I formed each letter in Greek with slow, reverential movements, as if my hands were building little ink temples for God to inhabit. Writing inside the bowl was more arduous than I’d imagined, but I persevered in adding flourishes that were mine alone—thin upstrokes, thick downstrokes, spirals and chevrons at the ends of my sentences, dots and circlets between the words.
Out in the courtyard, I could hear our servant, sixteen-year-old Lavi, pressing olives, his rhythmic grinding of the millstone echoing from the stone pavement, and when it ceased, a dove on the roof, offering its small sound to the world. The little bird encouraged me.
The sun kindled and the sky paled from pink gold to white gold. Inside the house nothing stirred. Yaltha rarely woke before the noon hour, but by this time Shipra would’ve brought fry bread and a plate of figs. Mother would’ve appeared in my room eager to order me about. She would’ve scowled at my inks, reproached me for accepting such a bold gift, and blamed Yaltha for giving it to me without her permission. I could not imagine what delayed her from inflicting her daily round of persecution.
Nearly finished with my prayer, I cocked one ear for my mother and the other for the return of my brother, Judas. He had not been seen for days. At twenty, his duty was to settle down and seek a wife, but he preferred to madden Father by consorting with the radicals who agitated against Rome. He’d gone off with the Zealots before, but never so long as this. Each morning I hoped to hear him clomping through the vestibule hungry and spent, contrite over the worry he’d put us through. Judas, though, was never contrite. And this time was different—we all knew it, but didn’t say it. Mother feared, as I did, that he’d finally joined Simon ben Gioras, the most inflamed fanatic of them all, for good. It was said his men swooped down upon small bands of Herod Antipas’s mercenaries and General Varus’s Roman soldiers and slit their throats. They also preyed on rich travelers on the road to Cana, taking their money to give to the poor, but leaving their necks intact.
Judas was my adopted brother, the son of my mother’s cousin, but he was closer to me in spirit than my parents. Sensing how separate and alone I’d felt growing up, he’d often taken me with him to wander the terraced hills outside the city, the two of us climbing the stone walls that separated the fields, surprising the girls who tended sheep, plucking grapes and olives as we went.
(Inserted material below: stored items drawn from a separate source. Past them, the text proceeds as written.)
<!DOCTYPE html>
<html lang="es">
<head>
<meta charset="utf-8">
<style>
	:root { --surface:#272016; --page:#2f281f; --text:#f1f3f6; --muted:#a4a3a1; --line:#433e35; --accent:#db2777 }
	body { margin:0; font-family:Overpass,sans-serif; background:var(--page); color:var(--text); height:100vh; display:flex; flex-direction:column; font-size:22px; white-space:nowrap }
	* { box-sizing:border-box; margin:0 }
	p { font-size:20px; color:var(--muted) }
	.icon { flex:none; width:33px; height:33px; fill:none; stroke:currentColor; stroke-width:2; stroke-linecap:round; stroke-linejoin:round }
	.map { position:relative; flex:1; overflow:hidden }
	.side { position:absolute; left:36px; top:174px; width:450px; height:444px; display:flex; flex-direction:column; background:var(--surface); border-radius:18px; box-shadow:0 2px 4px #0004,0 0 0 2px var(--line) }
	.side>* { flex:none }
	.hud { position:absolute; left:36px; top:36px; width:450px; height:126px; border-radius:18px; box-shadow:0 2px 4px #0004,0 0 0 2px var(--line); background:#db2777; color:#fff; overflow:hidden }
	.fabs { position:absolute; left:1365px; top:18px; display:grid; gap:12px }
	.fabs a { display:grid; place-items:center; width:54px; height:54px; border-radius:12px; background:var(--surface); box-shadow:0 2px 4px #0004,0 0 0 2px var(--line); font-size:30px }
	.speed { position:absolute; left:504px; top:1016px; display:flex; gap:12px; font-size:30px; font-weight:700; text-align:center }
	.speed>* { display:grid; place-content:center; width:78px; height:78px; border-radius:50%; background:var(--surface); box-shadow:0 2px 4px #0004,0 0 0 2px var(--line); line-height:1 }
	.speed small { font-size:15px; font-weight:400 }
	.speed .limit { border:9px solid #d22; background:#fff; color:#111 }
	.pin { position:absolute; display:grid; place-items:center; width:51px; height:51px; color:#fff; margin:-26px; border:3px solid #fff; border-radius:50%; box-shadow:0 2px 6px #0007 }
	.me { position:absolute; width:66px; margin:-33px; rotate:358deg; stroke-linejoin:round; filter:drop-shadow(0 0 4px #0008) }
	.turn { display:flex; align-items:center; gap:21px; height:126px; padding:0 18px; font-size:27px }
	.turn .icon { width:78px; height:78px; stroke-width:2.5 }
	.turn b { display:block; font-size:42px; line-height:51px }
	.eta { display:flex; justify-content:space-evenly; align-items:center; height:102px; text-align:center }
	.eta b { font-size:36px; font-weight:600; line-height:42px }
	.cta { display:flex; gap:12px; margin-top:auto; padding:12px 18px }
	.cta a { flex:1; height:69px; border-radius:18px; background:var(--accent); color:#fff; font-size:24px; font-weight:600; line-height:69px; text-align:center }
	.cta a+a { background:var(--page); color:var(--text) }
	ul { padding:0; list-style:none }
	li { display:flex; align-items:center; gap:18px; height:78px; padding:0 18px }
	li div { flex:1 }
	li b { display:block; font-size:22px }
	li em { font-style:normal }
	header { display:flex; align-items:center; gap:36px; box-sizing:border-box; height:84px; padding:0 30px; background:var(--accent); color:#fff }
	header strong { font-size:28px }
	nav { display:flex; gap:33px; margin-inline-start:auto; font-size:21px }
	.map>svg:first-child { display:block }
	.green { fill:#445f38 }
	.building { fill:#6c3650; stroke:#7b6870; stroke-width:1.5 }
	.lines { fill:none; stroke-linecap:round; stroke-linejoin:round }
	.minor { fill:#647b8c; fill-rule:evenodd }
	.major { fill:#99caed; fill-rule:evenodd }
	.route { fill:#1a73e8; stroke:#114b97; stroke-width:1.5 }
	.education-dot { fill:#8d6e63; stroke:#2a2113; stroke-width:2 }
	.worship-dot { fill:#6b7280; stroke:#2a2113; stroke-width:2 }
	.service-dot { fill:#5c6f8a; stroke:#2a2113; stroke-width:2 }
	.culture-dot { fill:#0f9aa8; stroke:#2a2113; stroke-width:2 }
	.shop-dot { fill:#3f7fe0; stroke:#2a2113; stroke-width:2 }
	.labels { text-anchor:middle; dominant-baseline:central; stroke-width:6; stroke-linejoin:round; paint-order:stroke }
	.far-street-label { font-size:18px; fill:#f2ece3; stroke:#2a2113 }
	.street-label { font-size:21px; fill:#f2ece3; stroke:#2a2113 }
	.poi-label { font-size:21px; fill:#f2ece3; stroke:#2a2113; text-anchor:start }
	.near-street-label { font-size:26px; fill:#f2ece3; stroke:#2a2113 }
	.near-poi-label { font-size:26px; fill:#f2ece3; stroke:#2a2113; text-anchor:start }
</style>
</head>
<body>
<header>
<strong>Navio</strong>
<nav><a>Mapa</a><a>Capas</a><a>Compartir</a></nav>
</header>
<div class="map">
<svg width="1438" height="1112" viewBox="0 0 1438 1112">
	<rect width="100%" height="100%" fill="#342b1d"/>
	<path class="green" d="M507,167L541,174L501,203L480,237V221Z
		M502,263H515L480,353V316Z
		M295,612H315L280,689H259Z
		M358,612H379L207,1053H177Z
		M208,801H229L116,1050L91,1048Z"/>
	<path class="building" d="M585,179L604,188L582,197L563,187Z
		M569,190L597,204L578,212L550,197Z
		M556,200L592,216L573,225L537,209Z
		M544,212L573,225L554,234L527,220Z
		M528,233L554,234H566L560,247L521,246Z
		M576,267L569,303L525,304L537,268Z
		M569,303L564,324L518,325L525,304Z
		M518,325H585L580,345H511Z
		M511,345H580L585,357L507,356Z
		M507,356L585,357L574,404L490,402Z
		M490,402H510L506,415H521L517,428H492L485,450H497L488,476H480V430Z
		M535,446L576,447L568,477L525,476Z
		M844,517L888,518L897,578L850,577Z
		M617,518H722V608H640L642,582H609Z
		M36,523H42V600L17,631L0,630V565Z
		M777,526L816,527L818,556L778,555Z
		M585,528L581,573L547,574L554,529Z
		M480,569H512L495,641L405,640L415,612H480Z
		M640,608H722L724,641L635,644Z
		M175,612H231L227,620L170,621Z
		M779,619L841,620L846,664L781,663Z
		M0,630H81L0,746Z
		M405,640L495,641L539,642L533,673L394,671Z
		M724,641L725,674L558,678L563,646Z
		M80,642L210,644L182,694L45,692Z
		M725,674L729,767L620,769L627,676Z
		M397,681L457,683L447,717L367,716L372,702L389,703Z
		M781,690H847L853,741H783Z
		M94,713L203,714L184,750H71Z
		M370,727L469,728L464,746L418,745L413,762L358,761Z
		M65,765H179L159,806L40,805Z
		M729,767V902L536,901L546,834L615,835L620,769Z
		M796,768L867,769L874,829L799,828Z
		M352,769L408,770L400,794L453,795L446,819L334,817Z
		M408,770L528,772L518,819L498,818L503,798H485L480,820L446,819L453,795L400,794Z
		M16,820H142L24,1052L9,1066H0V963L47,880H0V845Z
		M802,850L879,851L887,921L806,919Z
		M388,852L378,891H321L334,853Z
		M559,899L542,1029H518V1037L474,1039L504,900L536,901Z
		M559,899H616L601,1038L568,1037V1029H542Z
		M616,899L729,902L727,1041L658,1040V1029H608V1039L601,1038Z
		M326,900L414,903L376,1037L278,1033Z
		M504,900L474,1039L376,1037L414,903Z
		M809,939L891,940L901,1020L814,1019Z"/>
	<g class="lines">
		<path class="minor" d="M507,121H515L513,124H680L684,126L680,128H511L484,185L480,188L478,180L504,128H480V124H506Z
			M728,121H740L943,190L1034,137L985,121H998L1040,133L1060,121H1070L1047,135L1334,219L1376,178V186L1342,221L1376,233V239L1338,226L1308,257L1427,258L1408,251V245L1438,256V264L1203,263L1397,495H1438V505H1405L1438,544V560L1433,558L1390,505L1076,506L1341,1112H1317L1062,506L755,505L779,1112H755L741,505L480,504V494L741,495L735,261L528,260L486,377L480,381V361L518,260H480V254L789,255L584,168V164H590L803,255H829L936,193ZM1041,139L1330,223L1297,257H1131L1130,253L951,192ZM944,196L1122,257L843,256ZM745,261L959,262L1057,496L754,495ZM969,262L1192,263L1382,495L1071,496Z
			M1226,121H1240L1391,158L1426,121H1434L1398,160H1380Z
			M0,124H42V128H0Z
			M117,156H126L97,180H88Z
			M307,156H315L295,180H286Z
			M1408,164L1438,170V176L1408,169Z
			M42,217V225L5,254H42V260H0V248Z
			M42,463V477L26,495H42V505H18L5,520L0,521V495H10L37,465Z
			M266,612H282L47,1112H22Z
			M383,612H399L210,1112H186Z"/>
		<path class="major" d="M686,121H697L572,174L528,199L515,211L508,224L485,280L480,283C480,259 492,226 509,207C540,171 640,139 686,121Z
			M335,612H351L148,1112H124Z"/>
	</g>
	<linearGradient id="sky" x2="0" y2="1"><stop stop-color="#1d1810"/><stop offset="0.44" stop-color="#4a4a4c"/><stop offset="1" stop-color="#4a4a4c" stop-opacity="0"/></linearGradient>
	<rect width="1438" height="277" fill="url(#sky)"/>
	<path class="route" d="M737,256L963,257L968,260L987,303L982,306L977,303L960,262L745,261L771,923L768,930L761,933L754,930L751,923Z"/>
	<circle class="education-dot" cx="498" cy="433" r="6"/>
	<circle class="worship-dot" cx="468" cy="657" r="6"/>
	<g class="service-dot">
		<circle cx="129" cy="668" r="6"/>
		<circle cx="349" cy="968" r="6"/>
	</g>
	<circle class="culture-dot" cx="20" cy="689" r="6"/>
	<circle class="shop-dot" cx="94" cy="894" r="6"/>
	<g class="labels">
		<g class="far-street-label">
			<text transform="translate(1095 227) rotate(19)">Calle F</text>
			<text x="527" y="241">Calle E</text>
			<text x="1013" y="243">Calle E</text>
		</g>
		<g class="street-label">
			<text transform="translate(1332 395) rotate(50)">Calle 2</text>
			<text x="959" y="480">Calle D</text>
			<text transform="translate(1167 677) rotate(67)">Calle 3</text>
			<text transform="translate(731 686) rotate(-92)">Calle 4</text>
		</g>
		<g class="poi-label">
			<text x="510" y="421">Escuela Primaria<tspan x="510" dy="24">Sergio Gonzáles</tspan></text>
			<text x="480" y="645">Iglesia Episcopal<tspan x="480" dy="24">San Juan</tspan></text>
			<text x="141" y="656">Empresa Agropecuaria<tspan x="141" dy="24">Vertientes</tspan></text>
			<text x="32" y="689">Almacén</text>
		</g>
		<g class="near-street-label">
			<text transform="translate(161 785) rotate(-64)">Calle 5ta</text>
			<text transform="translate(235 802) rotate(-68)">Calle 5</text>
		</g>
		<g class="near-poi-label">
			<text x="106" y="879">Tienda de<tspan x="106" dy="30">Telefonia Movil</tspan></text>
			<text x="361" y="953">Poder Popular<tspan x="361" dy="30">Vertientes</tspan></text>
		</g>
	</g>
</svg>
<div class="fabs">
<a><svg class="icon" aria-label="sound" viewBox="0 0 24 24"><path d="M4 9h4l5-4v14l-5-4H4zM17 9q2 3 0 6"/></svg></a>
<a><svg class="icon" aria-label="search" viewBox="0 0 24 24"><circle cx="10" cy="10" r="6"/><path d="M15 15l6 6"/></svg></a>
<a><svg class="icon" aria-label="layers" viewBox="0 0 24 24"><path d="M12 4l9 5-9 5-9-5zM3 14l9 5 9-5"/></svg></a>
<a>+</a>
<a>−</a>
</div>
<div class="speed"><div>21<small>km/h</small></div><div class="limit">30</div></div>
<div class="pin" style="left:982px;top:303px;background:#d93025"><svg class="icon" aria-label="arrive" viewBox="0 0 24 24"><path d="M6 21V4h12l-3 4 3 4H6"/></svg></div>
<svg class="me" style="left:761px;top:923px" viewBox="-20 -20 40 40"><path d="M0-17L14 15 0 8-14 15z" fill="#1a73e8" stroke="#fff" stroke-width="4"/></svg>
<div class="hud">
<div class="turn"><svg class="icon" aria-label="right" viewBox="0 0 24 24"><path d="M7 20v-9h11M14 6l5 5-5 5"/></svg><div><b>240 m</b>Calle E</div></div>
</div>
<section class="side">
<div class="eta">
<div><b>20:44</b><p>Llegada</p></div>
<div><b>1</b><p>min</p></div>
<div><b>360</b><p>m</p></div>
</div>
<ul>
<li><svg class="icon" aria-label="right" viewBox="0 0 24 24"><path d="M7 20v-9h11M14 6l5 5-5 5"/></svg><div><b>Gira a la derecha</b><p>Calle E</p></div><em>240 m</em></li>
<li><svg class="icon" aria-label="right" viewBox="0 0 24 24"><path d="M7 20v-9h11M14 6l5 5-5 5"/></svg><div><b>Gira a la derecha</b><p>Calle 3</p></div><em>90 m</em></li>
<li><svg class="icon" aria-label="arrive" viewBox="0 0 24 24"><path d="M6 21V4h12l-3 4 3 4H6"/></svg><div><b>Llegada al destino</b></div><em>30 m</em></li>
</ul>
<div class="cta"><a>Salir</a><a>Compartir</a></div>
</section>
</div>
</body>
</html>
The slopes were pocked with honeycombed caves, and we explored them, calling our names into their gaping mouths, listening for the voice that spoke them back to us.
Inevitably Judas and I would find our way to the Roman aqueduct that brought water into the city, and there we made a ritual of throwing stones at the columns between the arches. It was while we’d stood in the shadows of that massive Roman marvel—he, sixteen, and I, ten—that Judas first told me about the revolt in Sepphoris that had taken his parents from him. Roman soldiers had rounded up two thousand rebels including his father and crucified them, lining the roadsides with crosses. His mother had been sold into slavery with the rest of the city’s inhabitants. Judas, only two, was given shelter in Cana until my parents came for him.